A sinusoid has 3dB PAPR (peak to average power ratio). For example, 1V sin wave has 0.707V RMS, which means \(\text{PAPR} =20log\left[\frac{1}{0.707}\right]=\text{3dB}\). Two sinusoid waves added together have 6dB PAPR. Four sinusoids have 12dB PAPR, and so on. In general, if N sinusoids are added *in-phase* the PAPR can be given as:

$$ PAPR = 20Log(N)$$

We make two notes here. First, PAPR is peak to rms ratio in terms of voltage or current (and peak to avg in terms of power, this makes sense since avg power is calculated from rms voltage or current). Second, 20log(N) works when tones are added coherently (in-phase). For example, an OFDM waveform typically has 12dB PAPR even though it is composed of many tones but since they are not in phase, peaks of each tone are unlikely to add, and hence PAPR does not blow up.

Let’s say we want to excite our system with 12dB PAPR. We can use 4 tones in phase, and that would work. A real waveform has many tones in it, therefore we would also like to excite our system with many tones (not just 4) to model our multi tones setup as close to real waveform as possible. Also, we want to distribute energy throughout the band, if we excite our system with just 4 tones, it (non-linearity of our system) will create total 12 IM3 tones (6 falling left to the signal, and 6 falling right), which is something to start with but not much distributed at all. On the other hand, the more the number of tones we inject in system, the longer the HB simulation time. To reduce simulation time, we can excite our system tones that are harmonic multiple of each other. We choose 10 number of tones as a good compromise between simulation time and distribution of energy.

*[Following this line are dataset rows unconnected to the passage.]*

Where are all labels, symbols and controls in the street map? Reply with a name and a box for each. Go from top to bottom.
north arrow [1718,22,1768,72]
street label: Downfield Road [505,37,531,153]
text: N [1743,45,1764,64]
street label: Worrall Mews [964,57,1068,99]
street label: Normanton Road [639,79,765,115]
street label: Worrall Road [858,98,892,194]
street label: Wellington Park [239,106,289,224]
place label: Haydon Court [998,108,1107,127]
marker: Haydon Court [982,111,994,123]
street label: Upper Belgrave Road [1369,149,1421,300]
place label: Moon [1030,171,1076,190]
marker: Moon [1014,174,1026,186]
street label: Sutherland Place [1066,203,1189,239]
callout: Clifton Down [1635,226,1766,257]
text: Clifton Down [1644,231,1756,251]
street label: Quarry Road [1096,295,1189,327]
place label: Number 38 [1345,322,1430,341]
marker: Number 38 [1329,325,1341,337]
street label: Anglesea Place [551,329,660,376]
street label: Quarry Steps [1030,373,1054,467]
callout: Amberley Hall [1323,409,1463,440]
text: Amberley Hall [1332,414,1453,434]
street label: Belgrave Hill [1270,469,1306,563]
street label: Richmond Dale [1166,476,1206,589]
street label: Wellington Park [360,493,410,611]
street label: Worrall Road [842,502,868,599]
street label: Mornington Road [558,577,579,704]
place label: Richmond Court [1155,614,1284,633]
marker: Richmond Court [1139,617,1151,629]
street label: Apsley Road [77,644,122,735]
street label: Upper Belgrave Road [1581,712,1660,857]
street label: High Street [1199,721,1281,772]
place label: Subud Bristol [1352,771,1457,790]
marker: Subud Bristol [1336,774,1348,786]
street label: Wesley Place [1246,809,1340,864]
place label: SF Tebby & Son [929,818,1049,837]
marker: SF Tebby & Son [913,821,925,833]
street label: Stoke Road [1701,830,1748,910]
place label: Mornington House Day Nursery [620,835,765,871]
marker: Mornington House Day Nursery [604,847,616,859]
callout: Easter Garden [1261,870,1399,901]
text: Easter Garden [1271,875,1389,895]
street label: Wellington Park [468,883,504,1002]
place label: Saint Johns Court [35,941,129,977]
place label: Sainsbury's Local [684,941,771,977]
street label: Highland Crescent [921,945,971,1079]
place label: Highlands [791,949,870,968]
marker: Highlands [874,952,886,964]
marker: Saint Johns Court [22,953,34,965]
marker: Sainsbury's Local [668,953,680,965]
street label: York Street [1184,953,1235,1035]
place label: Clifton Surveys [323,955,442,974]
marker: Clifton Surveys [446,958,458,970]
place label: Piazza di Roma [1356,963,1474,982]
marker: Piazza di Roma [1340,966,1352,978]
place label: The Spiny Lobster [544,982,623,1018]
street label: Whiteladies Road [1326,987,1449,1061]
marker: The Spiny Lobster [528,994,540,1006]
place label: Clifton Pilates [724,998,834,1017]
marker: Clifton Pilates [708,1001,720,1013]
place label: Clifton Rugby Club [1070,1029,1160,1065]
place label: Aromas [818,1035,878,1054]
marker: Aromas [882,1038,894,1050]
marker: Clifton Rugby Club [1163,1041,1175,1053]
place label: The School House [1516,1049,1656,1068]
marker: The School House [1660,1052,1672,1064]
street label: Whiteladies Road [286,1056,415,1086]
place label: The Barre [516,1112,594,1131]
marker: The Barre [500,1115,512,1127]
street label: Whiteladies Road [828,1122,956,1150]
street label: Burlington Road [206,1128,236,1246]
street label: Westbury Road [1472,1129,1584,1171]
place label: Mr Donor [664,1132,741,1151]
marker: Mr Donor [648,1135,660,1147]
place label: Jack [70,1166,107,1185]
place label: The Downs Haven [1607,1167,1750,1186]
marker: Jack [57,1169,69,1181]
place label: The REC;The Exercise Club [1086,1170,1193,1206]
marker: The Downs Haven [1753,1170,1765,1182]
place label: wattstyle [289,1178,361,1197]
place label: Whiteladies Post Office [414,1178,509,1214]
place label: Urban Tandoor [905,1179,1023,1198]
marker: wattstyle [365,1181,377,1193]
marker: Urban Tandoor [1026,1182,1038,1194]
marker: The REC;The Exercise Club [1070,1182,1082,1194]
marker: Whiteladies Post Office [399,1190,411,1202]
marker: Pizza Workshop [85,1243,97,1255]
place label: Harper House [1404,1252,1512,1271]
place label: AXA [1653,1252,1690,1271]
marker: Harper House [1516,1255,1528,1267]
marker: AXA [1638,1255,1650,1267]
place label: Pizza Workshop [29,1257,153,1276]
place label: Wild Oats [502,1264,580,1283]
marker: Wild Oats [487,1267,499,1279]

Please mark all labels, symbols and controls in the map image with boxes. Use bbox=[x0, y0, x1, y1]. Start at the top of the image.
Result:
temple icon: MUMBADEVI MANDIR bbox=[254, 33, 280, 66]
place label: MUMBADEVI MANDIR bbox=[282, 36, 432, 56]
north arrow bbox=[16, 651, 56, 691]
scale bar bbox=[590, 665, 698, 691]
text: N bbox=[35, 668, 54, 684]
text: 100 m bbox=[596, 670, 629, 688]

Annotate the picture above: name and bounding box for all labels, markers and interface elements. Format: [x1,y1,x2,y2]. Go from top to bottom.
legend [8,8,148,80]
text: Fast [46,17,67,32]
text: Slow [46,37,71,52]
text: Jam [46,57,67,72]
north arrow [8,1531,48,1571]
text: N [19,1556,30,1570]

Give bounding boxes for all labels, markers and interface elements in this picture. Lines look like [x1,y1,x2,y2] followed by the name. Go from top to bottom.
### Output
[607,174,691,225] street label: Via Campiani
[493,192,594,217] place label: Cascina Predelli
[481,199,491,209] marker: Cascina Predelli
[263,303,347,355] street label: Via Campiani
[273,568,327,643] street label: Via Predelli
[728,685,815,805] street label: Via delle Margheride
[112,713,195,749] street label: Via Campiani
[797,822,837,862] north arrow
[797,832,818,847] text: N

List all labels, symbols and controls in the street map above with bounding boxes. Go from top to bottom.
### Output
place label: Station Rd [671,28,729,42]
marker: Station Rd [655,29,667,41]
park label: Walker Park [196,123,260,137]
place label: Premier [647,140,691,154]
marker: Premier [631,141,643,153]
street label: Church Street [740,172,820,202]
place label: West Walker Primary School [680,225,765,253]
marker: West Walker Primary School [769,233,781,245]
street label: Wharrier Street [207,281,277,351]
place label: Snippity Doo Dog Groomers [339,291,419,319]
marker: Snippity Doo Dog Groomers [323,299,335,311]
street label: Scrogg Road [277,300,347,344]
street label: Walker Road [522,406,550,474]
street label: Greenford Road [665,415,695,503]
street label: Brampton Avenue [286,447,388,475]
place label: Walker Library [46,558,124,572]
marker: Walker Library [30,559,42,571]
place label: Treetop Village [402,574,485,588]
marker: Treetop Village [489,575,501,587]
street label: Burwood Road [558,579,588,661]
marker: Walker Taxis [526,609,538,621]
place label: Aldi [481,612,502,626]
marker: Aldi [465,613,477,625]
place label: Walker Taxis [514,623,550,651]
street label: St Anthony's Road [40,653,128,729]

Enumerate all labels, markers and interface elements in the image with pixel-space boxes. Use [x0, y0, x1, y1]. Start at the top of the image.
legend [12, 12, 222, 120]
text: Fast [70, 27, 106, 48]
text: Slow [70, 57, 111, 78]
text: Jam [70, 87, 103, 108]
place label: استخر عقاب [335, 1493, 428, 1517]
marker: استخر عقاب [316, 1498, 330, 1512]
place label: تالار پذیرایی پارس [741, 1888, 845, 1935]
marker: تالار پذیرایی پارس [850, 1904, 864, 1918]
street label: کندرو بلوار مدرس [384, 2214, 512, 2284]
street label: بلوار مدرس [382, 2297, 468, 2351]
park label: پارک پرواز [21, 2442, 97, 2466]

Ok, let’s say we have a TX and we want to excite it with 10 tones with 12dB PAPR. We can choose two tones f_{bb} and f_{bb}_{2}, and excite TX with five harmonics of f_{bb} (i.e., f_{bb}, 2f_{bb}, 3f_{bb}, 4f_{bb}, 5f_{bb}) and five harmonics of f_{bb2} (i.e., f_{bb2}, 2f_{bb2}, 3f_{bb2}, 4f_{bb2}, 5f_{bb2}). This way we will be exciting TX with 10 tones input and only need to enter f_{bb} and f_{bb}_{2 }in HB setup in Cadence (as we will show later). Now how do we generate 12dB PAPR with these 10 tones? We randomize their phases (because we know if they were in phase, PAPR would be 20dB). Here’s the Matlab code that assigns random phases and compute CCDF of 10 tones, such that PAPR is 12dB.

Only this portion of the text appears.